Henneford v. Silas Mason Co., Inc. - 300 U.S. 577 (1937)


U.S. Supreme Court

Henneford v. Silas Mason Co., Inc., 300 U.S. 577 (1937)

Henneford v. Silas Mason Co., Inc.

No. 418

Argued December 14, 15, 1936

Reargued March 1, 2, 1937

Decided March 29, 1937

300 U.S. 577

Syllabus

1. When goods imported in interstate commerce have become part of the common mass of property within the destination, that State may subject them to a property tax, or to a tax upon their use. P. 300 U. S. 582.

The privilege of use is only one of the privileges that make up property or ownership. A State is at liberty to tax them all collectively or tax them separately, and calling a tax on the use alone an excise does not affect its validity under the commerce clause.

2. A Washington statute provides that, after May 1, 1935, every retail sale of tangible personal property made in that State (with some enumerated exceptions) shall be subject to a tax of 2% of the selling price; it also lays a tax or excise, called "compensation tax," on the privilege of using within the State any article of tangible personal property, purchased at retail after April 30, 1935 at the rate of 2% of the purchase price, including in such price the cost of transportation from the place where the article was purchased; but the compensation tax is not to apply to the use of any article the sale or use of which has already been subjected to a tax equal to or in excess of 2% whether such prior tax was under the laws of Washington or those of some other State, and if the rate of such other tax is less than 2%, the Washington use tax rate is to be measured by the difference. In practical effect, the use tax helps retail sellers in Washington to compete upon terms of equality with retail dealers in other States who are exempt from a sales tax or any corresponding burden, and tends to avoid a drain upon the revenues of the State through the placing of orders in other States to escape the taxes on local sales.
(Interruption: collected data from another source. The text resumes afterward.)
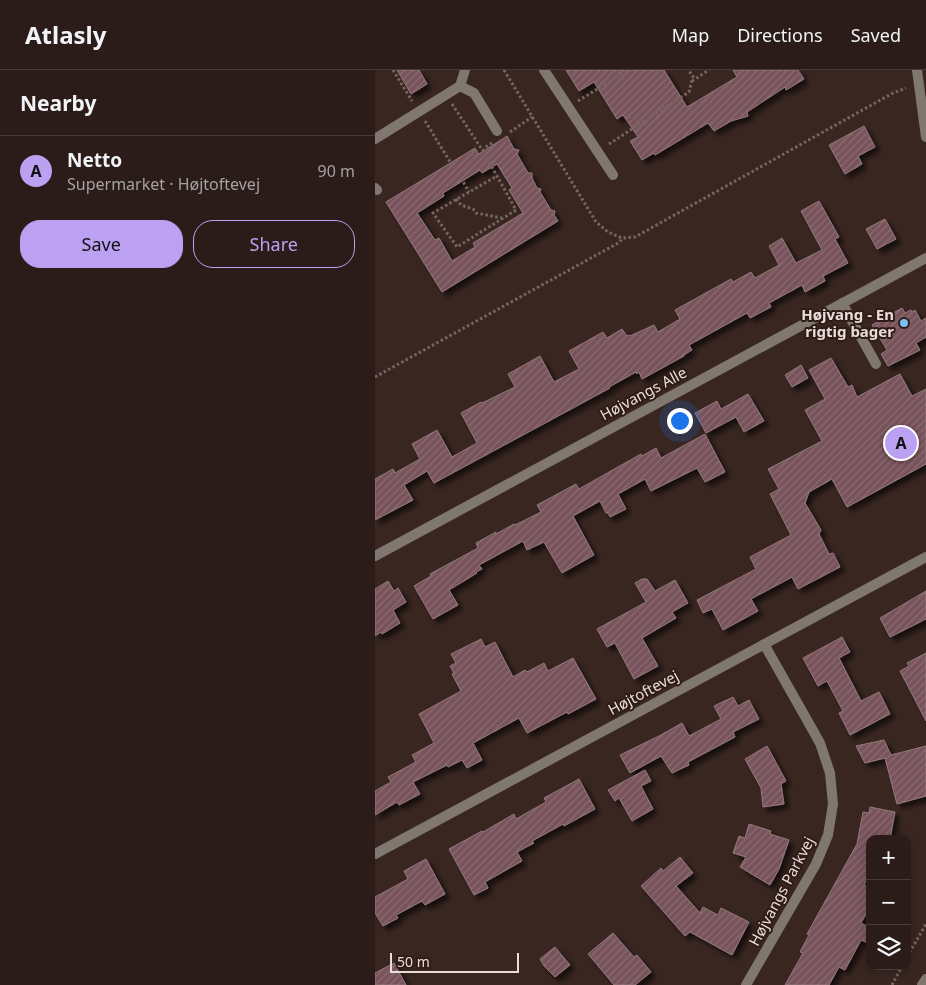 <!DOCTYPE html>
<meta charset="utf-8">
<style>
:root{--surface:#2b1c19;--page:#372926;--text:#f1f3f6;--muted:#a6a1a2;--line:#473a38;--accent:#bca0f2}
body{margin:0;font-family:"Noto Sans",sans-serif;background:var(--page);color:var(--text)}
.controls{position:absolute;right:15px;bottom:15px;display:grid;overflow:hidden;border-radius:10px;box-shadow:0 2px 12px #0003}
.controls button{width:45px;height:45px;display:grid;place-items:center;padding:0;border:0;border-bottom:1px solid var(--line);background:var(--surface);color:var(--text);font:25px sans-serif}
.scale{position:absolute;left:15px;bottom:12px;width:129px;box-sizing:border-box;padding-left:5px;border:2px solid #eaddd9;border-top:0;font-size:14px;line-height:18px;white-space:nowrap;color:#eaddd9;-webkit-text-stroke:4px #2f1c17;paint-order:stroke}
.you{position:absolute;left:304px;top:350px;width:18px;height:18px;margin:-12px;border:4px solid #fff;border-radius:50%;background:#1a73e8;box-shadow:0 0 0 8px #1a73e833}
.badge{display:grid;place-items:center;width:32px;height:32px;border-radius:50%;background:var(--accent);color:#111;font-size:16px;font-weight:700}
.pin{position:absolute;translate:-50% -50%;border:2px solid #fff;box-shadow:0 1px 5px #0006}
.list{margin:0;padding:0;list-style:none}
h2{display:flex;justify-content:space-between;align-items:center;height:65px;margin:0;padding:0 20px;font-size:21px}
h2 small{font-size:16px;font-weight:400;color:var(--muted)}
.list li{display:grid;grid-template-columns:32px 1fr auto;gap:15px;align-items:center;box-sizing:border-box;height:70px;padding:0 20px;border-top:1px solid var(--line)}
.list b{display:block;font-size:19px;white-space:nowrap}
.list p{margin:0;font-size:16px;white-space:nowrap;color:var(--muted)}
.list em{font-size:16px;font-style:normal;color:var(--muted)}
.actions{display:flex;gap:10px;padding:15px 20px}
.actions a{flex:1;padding:11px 0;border:1px solid var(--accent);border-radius:20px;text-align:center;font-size:18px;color:var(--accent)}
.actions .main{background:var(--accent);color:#111}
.icon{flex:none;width:28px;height:28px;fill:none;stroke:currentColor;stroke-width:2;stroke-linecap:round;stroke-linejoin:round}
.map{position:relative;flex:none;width:551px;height:915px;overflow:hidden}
header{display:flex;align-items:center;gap:30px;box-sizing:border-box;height:70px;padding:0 25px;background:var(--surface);border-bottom:1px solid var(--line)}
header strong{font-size:24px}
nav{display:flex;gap:28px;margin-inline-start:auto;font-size:18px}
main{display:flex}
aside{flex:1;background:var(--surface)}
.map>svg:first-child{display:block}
</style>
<header>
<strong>Atlasly</strong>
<nav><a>Map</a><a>Directions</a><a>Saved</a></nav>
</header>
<main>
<aside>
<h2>Nearby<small></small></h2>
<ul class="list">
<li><span class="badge">A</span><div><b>Netto</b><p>Supermarket · Højtoftevej</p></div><em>90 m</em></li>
</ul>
<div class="actions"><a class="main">Save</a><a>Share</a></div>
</aside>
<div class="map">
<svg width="551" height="915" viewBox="0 0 551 915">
<defs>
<pattern id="building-hatch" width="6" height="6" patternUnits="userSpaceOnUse" patternTransform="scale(1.25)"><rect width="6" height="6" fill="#78535b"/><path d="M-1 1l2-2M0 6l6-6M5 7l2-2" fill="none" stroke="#8b6b72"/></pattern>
<filter id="shadow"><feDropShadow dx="4.5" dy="4.5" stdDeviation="2.5" flood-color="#0009"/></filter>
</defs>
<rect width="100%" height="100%" fill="#392621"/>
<!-- building -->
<g fill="url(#building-hatch)" stroke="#92797d" fill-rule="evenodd" filter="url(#shadow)">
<path d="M22,0H44L52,14L36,24Z"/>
<path d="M191,0H289L312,37L362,7L358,0H423L429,9L411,20L410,17L372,42L373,46L356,51L339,61L333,53L280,85L279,83L267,90L255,71L263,67L248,45L242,49L219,12L204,21Z"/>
<path d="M489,56L500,77L483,86L487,94L470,104L454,75Z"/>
<path d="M132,66L139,79L144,80L142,84L153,103H157V108L162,118L166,119L165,122L176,140L180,141L179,145L183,151L67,222L11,132L100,78L104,84ZM122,94L137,118L134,120L148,143L98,173L100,177L77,191L64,168L60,170L42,143L69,126L68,123L105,100L107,103Z"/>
<path d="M444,131L464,167L460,169L473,193L448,206L450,211L430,222L427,215L394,233L396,237L375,248L372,243L314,275L317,280L309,285V286L267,309L264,302L262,304L261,302L234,317L235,318L59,413L52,401L29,415L38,430L0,450V409L18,399L20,403L45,389L37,374L62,360L77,387L102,373L86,343L106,332L107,333L140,317L133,304L165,286L179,312L204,299L194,281L228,262L232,268L247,259L252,266L254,265L255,266L279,255L283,262L305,249L300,240L356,209L358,212L376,202L380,208L404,195L394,176L407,168L421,193L447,180L426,141Z"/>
<path d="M510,149L521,169L502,179L491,159Z"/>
<path d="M527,238L530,243L536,240L537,242L540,240L546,251L551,248V267L541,273L545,280L513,296L506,284L512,280L497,255Z"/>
<path d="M456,288L473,317L477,315L482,327L525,304L537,326L551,319V394L472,437L457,409L434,422L430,433L446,460L444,464L454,484L458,483L465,497L423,519L417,507L376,529L383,541L348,560L337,539L328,543L322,530L381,499L375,487L416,465L395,424L404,419L393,399L447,371L430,340L450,329L434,300Z"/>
<path d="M426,295L433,308L417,317L410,305Z"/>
<path d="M373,324L389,351L369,362L361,347L331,363L320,343L342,331L346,339Z"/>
<path d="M330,364L350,402L330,412L322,398L276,421L270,409L243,424L251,439L235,447L233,443H231L225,431L198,446L219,485L187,503L169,472L152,480L148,471L104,495L107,499L101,502L102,503L74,520L83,535L58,549L39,516L56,506L55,504L103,478L101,473L121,462V464L139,454L140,455L166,442L162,435L201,414L204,419L266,384L267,386L281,378L286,388Z"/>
<path d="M267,509H272L280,521L300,510L313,533L297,542L301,548L267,568L283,596L259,609L240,573L232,577L222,559L271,532L260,513Z"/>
<path d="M13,511L19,521L23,518L31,532L18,540L25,553L7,564L6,562L0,566V519Z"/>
<path d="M551,521V549L515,567L505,548Z"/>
<path d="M467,567L475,582L464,588L486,631L504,622L515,644L475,665L464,643L468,641L452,611L443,616L428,588Z"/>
<path d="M106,569L110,577L120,572L138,607L150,600L152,602L169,593L173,601L198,588L221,629L193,644L192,642L152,663L144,648L98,673L107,690L92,698L87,690L73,697L72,695L38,712L45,724L24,735L22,732L0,745V721L16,712L13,707L41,692L37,685L59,673L44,644L86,621L77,604L79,603L75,596L81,593L76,584Z"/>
<path d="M551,583V651L525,601L534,596L532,593Z"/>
<path d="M358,627L363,636L374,630L384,649L358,662L360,667L313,692L314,695L297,703L286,686L255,703L245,685L284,666L307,653L314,666L346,649L339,636Z"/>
<path d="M509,670L516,685L551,676V726L522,734L510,688L490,693L481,676Z"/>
<path d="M392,676L411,711L406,714L409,734L388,737L386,718L370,689Z"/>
<path d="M270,700L276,711L266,716L278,739L257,751L244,728L240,731L233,720Z"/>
<path d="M204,709L220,739L189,756L188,754L157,771L159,773L142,782L147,791L110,812L113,818L99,825L74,779L107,761L108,762L139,744L141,749L171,732L169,728Z"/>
<path d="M495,737L520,742L515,769H495V804L489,815L495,819V837L486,853L495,858V874L486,870L470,900L464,897L454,915H410L428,883L425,882L434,865L432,864L482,774L488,742L494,743Z"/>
<path d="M374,754L396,761L395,764L414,770L404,799L395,815L365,797L371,787L358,783L364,766L370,768Z"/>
<path d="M305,787L318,803L301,816L325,843L328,837L343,845L346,838L374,852L357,885L315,862L310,866L266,816L286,798L288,801Z"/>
<path d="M51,789L70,824L50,835L47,831L21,845L23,848L8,856L0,843V827L33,809L29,801Z"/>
<path d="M238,863L259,887L262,885L276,902L260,915H239L213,884Z"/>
<path d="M180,877L195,895L180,907L169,896L165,889Z"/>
<path d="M19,893L31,915H0V903Z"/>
</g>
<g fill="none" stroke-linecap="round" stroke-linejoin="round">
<!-- path -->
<g stroke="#766560" stroke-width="3" stroke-dasharray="2.5 2.5" stroke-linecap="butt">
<path d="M18,0L37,31"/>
<path d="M129,0L221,152L233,162L247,168L260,167L518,23L531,18"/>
<path d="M317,11L334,0"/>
<path d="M203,31L253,0"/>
<path d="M77,34L108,81"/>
<path d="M50,51L77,95"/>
<path d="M135,62L157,47"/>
<path d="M117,73L112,76L108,81L141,140L82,177L58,143L122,106"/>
<path d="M234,74L314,22L318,6L313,0"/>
<path d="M86,108L94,122"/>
<path d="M81,129L86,135L98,139L101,143L127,148"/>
<path d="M0,307L245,172L247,168"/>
<path d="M532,887L551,854"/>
<path d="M517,915L527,896"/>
</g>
<!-- service -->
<g stroke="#7f7770" stroke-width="10">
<path d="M85,16L99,23L122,61"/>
<path d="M0,118L2,120"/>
<path d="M467,233L501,294"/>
</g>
<!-- minor -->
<g stroke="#7f7770" stroke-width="10">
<path d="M169,0L238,105"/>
<path d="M0,69L85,16L90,0"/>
<path d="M0,486L551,188"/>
<path d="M0,784L551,487"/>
<path d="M371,915L441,794L453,765L458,734L455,703L445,673L389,574"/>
</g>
<!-- tertiary -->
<g stroke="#7f7770" stroke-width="10">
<path d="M542,0L551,67"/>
<path d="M547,915L551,909"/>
</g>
</g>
<!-- markers -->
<circle fill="#7bbef8" stroke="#2f1c17" stroke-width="2" cx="529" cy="253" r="5"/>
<g text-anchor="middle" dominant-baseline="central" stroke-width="4" stroke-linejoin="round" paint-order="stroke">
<!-- poi labels -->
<g font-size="15" font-weight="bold" fill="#eaddd9" stroke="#2f1c17" text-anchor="end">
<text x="519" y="244">Højvang - En<tspan x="519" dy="17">rigtig bager</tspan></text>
</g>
<!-- street labels -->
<g font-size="15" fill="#eaddd9" stroke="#2f1c17">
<text transform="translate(268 323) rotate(-28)">Højvangs Alle</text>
<text transform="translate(268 622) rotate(-28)">Højtoftevej</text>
<text transform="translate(406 821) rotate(-62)">Højvangs Parkvej</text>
</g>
</g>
</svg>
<div class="controls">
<button>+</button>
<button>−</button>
<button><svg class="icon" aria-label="layers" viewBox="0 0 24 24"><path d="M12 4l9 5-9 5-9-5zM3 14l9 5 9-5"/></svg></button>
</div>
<div class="scale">50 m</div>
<div class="you"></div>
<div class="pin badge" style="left:526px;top:373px">A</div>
</div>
</main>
Held, as applied to machinery and other things purchased in other States but which had had continuous use in Washington long after the time when delivery there was over:

(1) That the use tax is not upon the operations of interstate commerce, but upon the privilege of use after commerce is at an end. P. 300 U. S. 582.

Page 300 U. S. 578

(2) The tax upon the use after the property is at rest is not so measured or conditioned as to hamper the transactions of interstate commerce or discriminate against them. P. 300 U. S. 583.

(3) Reading the statute as not taxing the use of articles manufactured by the users, or received as legacies, or acquired in any other way except purchase at retail does not make the tax on use in fact a tax on the foreign sales. P. 300 U. S. 587.

3. Motives leading to its adoption can seldom, if ever, invalidate a tax which, apart from motives, would be recognized as lawful. P. 300 U. S. 586.

4. A legislature has a wide range of choice in classifying and limiting the subjects of taxation. The choice is as broad where the tax is laid upon one or a few of the attributes of ownership as when laid upon them all. P. 300 U. S. 587.

15 F.Supp. 958 reversed.

Appeal from a decree of the District Court of three judges holding unconstitutional a tax on the use of chattels bought in other States and brought into the Washington and used there. The suit was by the taxpayer to enjoin the Tax Commission of Washington from collecting the tax.